Вот до кабака разгульного дошли, а оттуда хорошо отдохнувший выбрался и к машине ногами перебирает, в стороны расшатывается. Они маскировку опять напялили, ключи у него отобрали, да чтоб не шумел, по земле повалтузили, бока по-быстрому намяли ему и уехали.
А тут им запас оружный пополнять приспело, и пошли в сумерках к тайнику, да там на сюрприз натолкнулись. Сидит посреди тайника зеленорылый Вождь, целый и невредимый, пистолю на них наставил и лицом смотрит восклицательно. А сам весь, наоборот, пожухший, потощавший, зеленее обычного, одёжа на нем в земле будто вывалянная.
— Ну что, — говорит, — встретились? А теперь я вас не выпущу.
— Не так чтобы приятно встретились, — отвечают ему, — и чего тебе от нас надо?
— А я, — говорит, — догадался, кто такие черные лихие налетчики в городе промышляют. И давно вас здесь ожидаю для серьезного разговору.
— Нам с тобой разговоры вести не о чем, — отвечают, — разве что скажешь, кто наших товарищей в кутузке пожег. А тогда мы тебя трогать не станем и сами тебя отпустим, потому как ты хоть и бессмысленное рыло, да жалкое и ничтожное.
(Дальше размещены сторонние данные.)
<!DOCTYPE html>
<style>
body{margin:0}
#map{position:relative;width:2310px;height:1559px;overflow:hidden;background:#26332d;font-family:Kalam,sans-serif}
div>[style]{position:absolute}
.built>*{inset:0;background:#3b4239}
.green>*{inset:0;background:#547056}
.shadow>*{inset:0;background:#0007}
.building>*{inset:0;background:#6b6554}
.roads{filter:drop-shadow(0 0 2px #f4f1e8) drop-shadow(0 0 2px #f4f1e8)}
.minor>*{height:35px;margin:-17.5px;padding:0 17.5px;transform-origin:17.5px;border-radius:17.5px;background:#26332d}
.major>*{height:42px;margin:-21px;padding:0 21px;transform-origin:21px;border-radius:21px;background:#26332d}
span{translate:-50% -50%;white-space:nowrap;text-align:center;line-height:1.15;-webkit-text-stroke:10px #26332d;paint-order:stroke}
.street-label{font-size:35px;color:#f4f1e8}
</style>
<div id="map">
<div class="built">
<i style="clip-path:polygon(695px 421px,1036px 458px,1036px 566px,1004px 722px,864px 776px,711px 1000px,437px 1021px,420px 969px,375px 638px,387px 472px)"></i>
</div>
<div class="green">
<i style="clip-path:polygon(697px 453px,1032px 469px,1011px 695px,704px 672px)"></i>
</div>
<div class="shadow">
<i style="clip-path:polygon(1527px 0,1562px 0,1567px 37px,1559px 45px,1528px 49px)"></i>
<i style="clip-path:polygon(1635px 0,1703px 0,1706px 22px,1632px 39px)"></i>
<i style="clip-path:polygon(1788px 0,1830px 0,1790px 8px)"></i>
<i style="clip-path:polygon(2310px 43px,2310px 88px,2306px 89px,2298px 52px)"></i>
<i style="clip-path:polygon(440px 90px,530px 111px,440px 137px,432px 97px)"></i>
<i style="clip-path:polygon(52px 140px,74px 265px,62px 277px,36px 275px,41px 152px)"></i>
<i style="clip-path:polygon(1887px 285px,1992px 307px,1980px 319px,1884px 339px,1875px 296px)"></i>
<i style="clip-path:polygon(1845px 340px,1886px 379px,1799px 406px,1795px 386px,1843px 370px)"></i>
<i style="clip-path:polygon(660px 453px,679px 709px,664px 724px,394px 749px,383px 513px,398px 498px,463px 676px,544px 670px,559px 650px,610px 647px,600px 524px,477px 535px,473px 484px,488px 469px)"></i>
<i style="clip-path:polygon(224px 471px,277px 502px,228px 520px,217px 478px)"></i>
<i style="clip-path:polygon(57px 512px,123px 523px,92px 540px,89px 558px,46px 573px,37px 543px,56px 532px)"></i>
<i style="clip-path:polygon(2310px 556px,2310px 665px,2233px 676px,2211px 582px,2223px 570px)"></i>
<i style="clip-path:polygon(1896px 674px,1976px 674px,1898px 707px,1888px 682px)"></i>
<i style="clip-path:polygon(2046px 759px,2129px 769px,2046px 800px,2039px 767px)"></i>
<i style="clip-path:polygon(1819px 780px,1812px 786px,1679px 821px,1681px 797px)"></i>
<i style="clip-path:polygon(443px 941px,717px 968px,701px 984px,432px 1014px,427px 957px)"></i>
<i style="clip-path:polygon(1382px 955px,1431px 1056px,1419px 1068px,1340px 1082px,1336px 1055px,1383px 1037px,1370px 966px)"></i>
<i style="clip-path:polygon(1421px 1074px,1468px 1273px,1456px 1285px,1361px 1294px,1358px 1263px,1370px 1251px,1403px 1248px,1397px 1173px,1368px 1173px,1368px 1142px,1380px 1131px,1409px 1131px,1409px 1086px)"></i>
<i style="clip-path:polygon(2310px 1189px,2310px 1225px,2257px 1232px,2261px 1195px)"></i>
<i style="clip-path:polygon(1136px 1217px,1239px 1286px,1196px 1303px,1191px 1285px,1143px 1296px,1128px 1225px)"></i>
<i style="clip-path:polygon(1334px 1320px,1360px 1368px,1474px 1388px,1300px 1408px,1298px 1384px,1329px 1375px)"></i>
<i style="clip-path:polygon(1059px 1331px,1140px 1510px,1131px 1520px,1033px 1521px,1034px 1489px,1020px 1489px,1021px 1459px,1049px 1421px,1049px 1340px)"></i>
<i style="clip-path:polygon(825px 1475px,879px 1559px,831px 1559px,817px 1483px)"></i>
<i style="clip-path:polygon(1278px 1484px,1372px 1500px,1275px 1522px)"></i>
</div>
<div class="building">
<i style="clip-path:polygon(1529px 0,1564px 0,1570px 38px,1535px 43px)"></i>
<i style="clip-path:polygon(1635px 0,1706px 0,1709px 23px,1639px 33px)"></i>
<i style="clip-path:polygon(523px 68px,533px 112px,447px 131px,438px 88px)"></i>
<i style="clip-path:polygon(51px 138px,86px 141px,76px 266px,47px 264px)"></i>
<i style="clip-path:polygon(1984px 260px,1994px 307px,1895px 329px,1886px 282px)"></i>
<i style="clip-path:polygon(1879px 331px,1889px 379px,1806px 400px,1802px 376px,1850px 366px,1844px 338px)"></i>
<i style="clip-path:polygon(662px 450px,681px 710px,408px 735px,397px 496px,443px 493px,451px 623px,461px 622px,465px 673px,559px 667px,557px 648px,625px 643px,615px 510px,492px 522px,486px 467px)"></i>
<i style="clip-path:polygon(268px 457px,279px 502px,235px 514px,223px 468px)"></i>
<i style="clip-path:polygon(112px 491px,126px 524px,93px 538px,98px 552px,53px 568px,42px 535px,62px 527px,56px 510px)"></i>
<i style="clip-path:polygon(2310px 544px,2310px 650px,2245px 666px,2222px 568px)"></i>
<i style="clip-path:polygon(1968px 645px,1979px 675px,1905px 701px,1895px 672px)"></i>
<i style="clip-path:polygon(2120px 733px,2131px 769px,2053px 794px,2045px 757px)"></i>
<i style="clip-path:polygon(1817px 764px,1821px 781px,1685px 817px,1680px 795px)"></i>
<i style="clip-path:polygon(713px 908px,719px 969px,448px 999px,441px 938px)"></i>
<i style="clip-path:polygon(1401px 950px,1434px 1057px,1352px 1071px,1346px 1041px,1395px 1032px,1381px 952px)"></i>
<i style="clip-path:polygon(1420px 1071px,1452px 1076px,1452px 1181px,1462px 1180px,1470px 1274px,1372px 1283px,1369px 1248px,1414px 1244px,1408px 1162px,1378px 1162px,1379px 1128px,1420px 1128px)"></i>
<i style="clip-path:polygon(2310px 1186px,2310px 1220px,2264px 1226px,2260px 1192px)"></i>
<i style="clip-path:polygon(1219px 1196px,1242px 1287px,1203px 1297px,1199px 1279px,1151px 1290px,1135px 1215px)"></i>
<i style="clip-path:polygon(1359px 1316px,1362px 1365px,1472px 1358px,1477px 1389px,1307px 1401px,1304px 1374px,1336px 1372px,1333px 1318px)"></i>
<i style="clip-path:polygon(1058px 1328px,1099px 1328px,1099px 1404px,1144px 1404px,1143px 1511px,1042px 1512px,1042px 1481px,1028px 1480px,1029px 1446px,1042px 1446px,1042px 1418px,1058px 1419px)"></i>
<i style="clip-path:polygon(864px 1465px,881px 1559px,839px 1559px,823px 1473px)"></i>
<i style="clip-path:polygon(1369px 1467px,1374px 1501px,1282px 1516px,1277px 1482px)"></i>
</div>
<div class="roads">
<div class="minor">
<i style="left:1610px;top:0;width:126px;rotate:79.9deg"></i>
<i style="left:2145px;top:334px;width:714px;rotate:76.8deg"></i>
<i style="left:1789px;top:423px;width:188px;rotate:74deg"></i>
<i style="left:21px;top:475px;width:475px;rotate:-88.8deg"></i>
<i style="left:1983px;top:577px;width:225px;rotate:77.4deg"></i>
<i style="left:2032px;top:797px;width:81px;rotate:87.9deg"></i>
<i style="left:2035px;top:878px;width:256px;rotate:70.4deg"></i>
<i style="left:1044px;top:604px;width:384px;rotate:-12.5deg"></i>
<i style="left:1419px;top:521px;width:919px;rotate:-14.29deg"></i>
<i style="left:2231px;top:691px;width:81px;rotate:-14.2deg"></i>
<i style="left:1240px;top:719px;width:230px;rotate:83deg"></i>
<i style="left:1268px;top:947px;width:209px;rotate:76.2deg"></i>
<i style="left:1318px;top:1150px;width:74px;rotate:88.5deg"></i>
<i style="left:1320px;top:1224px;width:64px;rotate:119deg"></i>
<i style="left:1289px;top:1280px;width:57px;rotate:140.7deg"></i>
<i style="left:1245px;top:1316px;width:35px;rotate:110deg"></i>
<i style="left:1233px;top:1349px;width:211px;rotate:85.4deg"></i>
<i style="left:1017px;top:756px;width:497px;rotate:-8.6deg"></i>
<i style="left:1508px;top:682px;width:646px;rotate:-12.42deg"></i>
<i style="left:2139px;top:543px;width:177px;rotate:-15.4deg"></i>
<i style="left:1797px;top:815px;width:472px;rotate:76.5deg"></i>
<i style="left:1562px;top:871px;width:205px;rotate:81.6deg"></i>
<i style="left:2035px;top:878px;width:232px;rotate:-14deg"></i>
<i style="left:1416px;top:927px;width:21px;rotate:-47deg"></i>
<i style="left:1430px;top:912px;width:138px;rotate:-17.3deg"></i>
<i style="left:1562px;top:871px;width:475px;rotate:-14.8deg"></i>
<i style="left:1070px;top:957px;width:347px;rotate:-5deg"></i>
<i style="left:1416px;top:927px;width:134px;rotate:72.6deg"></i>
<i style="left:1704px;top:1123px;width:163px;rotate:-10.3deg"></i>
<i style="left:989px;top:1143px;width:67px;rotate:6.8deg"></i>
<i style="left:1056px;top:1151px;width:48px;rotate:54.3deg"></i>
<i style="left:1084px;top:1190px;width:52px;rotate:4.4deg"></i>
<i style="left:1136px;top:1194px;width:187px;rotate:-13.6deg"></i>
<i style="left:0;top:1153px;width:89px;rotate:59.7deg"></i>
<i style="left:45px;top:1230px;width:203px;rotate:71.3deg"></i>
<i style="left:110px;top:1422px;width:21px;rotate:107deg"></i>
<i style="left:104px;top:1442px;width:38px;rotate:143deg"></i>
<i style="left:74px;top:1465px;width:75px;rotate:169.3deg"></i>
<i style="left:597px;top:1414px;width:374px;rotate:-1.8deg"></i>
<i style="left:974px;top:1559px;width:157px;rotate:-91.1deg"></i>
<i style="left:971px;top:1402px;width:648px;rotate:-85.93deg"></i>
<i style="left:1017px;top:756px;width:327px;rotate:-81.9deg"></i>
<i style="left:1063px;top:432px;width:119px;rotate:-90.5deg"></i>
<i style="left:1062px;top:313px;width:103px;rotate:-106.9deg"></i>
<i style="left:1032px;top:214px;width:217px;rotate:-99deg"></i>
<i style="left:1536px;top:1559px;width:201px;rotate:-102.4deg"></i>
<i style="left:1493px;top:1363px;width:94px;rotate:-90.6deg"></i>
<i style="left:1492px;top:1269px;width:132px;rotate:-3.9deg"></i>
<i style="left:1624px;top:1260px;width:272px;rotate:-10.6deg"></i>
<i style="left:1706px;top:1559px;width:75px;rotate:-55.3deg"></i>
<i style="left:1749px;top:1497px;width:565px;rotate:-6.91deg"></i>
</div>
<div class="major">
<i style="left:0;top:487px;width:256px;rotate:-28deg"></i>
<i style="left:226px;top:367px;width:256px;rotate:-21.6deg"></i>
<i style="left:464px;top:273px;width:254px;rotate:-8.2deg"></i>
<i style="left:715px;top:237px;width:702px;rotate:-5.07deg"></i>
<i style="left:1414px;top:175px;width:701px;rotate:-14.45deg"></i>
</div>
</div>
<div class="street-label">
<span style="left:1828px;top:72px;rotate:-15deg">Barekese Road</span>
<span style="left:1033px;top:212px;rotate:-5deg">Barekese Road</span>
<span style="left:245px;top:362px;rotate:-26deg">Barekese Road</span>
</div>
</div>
А Вождь пистолей в руке дрогнул, зеленым рылом посуровел и говорит:
— Это я вам теперь условия ставить буду, затем что мне терять нечего. Я, — говорит, — вас разбойному делу вовсе не учил, а наобратно, патриотизм у вас развивал и за святое озеро водил. А вы это дело предали и на душегубстве карманы себе набиваете. Но я вам теперь другой шанс дам, если вы опять со мной пойдете за святое озеро и славу Кудеяра. Наберем новых бритых голов и начнем заново патриотизм восстанавливать.
— А если не пойдем? — спрашивают.
— Тогда я вас убью, — отвечает Вождь и опять пистолей дрыгает, — без всякой жалости.
А они переглянулись между собой и сделали вид, что соглашаются.
— Ладно, — говорят, — твоя взяла. Только скажи сначала, кто кутузку пожег.
— Этого я не знаю. А может, сам Кащей пожег в отместку. Рука-то у него крепкая, да законы наши мягкие, а вот и обошел их и полюбовницу свою утешил, которой вы звездоносность попортили.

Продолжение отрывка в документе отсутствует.